# Proof written over wedding pics



## davo3587 (May 9, 2012)

Hi,
I submitted a post some time ago regarding our wedding pictures that had proof written across them, unfortunately we couldn't get them done as the photographer had gone out of business leaving us with a pointless set of prints, I have just found a link to a site that tells how it can be removed with certain apps I think.

Is there anybody on here that could point me in the right direction to getting this done, I wanted to get one done for my wife with her mum who passed away a few years back.

http://forums.getpaint.net/index.ph...g-picture-dont-worry-its-nearly-60-years-old/

Kind regards Carl.


----------



## Will_G (Jan 23, 2012)

If you could get the photograph scanned in at quite a high resolution there are a few Adobe Photoshop wizards on here that would probably be willing to have a go


----------



## davo3587 (May 9, 2012)

That would be cool.


----------



## Marve (Jul 5, 2013)

I imagine your problem will be that the proof pictures will be very low res which will make them potential useless for printing out even if you remove the watermark.

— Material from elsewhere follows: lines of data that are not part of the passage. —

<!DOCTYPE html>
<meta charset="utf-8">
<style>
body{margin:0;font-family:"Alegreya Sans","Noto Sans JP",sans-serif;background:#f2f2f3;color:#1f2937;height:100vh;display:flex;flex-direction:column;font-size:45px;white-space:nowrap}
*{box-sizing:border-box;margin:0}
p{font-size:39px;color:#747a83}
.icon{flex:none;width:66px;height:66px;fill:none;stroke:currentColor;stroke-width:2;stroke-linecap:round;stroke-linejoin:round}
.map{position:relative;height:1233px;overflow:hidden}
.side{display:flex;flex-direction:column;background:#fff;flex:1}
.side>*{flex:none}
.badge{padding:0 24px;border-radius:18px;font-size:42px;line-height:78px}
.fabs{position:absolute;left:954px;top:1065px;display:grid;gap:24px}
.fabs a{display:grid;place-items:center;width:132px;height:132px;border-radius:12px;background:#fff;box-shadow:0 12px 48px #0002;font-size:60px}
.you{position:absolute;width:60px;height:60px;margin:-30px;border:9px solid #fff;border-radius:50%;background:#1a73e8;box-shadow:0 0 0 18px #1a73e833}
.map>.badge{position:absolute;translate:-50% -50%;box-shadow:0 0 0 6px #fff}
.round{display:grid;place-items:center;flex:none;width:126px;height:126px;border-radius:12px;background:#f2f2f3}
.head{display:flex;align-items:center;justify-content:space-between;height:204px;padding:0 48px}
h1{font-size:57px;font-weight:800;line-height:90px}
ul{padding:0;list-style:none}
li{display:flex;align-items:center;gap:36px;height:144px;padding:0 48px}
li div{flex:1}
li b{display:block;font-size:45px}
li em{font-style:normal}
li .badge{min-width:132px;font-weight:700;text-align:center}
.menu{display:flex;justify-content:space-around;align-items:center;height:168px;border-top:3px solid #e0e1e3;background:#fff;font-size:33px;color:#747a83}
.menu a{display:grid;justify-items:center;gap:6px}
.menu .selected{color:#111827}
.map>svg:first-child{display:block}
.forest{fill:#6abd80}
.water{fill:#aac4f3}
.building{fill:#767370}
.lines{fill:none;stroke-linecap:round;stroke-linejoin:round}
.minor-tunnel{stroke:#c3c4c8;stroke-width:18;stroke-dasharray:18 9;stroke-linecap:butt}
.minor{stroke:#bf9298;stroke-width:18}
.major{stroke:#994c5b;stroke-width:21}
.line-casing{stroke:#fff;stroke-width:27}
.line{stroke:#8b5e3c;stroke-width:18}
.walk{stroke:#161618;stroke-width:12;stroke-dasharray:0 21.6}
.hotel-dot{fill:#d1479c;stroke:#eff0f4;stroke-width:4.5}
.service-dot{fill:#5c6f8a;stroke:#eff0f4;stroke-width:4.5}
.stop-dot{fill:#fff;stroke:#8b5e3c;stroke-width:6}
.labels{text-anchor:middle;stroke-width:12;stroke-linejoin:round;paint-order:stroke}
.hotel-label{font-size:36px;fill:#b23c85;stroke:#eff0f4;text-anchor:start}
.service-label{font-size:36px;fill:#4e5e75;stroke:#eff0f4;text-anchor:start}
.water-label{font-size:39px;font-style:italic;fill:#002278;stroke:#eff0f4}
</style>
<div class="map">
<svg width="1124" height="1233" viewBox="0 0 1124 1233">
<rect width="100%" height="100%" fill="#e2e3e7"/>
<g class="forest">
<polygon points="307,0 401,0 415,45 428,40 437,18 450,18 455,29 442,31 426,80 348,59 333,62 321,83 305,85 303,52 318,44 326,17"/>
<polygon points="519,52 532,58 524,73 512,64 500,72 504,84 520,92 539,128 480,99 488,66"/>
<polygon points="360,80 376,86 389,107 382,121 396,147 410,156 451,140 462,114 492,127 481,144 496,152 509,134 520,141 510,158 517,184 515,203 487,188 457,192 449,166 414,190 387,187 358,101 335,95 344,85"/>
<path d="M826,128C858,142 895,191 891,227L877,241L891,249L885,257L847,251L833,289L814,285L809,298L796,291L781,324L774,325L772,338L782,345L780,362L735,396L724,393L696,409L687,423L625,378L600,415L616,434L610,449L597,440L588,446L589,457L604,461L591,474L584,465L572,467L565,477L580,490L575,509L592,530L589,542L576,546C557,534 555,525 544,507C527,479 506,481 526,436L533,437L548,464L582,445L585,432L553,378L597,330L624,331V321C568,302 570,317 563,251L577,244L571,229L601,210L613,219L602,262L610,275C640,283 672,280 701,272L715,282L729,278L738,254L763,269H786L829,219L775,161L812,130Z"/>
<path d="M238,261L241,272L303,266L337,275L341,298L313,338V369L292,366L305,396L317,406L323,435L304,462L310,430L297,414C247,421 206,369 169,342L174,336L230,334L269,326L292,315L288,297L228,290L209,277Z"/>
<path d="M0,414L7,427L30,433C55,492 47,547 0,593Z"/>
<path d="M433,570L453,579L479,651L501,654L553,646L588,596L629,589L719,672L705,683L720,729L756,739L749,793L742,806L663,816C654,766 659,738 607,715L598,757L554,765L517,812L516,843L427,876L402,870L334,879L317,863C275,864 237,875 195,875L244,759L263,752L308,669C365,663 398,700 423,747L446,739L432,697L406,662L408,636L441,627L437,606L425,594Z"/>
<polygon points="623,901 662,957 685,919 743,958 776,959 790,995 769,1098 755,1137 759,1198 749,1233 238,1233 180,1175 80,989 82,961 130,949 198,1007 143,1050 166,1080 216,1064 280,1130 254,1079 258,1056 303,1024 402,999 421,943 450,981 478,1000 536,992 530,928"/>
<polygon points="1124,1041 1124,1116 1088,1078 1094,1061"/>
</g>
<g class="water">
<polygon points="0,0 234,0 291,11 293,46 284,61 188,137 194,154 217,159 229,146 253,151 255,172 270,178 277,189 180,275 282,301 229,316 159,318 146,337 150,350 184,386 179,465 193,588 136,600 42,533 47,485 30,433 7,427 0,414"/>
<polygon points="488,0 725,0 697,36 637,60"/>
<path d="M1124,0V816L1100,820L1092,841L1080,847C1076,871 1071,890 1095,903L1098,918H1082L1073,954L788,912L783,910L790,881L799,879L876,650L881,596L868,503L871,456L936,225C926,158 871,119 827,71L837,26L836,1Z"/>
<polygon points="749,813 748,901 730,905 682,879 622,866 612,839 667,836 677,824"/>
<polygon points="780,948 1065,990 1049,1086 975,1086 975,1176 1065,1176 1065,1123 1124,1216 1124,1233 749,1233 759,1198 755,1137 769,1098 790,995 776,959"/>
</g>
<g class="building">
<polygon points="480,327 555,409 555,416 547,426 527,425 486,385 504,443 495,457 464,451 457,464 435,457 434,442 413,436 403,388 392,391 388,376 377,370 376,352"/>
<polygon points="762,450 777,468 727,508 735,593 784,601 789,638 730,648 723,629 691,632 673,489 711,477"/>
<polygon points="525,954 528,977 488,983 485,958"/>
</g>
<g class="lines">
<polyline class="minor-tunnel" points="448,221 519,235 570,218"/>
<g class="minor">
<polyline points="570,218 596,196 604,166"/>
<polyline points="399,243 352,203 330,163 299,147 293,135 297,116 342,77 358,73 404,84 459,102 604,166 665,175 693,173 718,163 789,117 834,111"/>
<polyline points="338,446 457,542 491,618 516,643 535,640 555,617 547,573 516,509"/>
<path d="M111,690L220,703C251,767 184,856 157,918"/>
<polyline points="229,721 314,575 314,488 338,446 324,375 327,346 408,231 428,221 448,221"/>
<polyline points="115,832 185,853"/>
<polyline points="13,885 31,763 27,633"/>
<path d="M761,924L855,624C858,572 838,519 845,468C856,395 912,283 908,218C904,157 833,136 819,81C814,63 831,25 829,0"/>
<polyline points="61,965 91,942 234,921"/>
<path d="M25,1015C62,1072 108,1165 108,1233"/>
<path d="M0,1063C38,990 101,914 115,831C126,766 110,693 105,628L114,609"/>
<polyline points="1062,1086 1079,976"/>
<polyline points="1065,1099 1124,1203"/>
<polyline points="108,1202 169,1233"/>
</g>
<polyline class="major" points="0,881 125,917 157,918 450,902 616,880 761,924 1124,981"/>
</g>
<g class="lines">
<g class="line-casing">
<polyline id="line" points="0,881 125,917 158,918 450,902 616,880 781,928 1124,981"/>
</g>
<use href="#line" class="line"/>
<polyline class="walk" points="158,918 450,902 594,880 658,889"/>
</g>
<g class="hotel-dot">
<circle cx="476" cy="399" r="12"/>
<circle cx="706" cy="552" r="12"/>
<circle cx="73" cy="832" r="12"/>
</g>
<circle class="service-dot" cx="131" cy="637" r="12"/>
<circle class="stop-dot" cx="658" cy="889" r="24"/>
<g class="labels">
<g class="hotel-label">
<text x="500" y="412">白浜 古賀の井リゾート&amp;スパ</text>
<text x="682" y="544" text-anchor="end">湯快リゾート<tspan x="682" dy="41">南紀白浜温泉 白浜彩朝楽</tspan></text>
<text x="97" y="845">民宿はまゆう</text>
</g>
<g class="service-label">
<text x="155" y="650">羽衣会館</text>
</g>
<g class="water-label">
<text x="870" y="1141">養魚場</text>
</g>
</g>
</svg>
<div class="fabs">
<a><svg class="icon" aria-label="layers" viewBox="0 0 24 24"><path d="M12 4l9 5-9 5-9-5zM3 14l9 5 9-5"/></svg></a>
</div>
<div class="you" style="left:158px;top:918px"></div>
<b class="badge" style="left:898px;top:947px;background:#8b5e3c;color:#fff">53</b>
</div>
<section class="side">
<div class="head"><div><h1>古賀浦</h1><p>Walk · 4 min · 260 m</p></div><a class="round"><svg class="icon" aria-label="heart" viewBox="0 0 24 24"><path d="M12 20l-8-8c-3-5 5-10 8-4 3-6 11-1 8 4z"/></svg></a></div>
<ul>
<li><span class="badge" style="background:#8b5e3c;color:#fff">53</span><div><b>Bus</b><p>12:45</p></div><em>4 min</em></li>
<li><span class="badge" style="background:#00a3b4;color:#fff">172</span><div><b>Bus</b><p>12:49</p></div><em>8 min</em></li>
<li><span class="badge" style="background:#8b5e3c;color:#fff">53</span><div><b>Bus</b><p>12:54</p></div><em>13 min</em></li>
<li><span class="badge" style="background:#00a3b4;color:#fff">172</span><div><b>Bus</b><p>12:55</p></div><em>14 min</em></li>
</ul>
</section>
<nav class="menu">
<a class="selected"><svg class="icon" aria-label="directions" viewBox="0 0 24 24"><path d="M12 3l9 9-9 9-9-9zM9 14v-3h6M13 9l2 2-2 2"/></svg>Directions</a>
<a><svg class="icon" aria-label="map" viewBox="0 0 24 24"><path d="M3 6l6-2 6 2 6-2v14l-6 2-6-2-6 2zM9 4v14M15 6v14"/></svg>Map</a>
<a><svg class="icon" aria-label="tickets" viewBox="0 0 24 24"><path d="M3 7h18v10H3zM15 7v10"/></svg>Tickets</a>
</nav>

Is there no way to get the original pictures from the chap? Regardless of being out of business, he must personally have them on a hard drive somewhere and would surely let you have them in return for some extra cash directly for him or something?


----------



## davo3587 (May 9, 2012)

To be honest the company in question was Kodak, I had a wedding photographer from them but they shut the wedding side down when they scaled the company down. I have tried on numerous occasions to try and find further details only to be told that department no longer exists.


----------



## Cy-Zuki (Feb 9, 2015)

Scanning and retouching would be a nightmare of a job that could take an expert many days! Add to that, they may well be low resolution and despite your need and obvious emotional attachment -maybe not worth doing? Sorry, I know that sounds hard.

Maybe if everything else has failed, choose just one image (maybe your fave or the easiest to retouch) have a Hi res scan done and then get the one image retouched.


----------



## camerashy (Feb 9, 2014)

Be careful of copyright issues as Kodak or the photographer will probably be the owner of the images unless you have bought the rights
Speak to Kodak first and if all is fine then I would be happy to have a go for you using Photoshop but as mentioned a high res image is required 
PM me if you want to take it further
Dave


----------



## davo3587 (May 9, 2012)

That's very kind Dave, I did some searching this morning and found out that somebody else who had there pictures taken by the same wedding company had managed to contact Kodak, Kodak had then passed them onto another department and for a £25 admin fee retrieved there negatives from there archives and sent them on, however this post was back in 2011. I have tried all morning ringing loads of different numbers, unfortunately if it's not about technical support then they don't want to know, I even thought of driving to Hemel Hempstead to try and make contact with any person.


----------



## Natalie (Jan 19, 2011)

I was wondering if it would be worth contacting them via Twitter? https://twitter.com/kodakmoments_uk


----------



## Ecce (Mar 29, 2011)

Did this ever get solved? Kodak is (still) a large company and Natalie has a good point - bring this out into the open on their twitter page - things should move quickly then


----------



## Cookies (Dec 10, 2008)

Good thinking. They'll probably not want to ignore it then 

Cooks

Sent from my D6603 using Tapatalk


----------



## davo3587 (May 9, 2012)

Thanks for your response and help, i eventually got put through to a lovely lady who informed me that they have a storage department on one of their sites in hemel hempstead, my details were passed on, regarding date of wedding both our names and location.
2 weeks later i got a call to say that they have been located, and for an admin fee of £50 i would receive the full negatives with a letter stating that i have full copyright for the negatives.


----------



## Cookies (Dec 10, 2008)

Fantastic. Great result chum. Well done. 

Cooks

Sent from my D6603 using Tapatalk


----------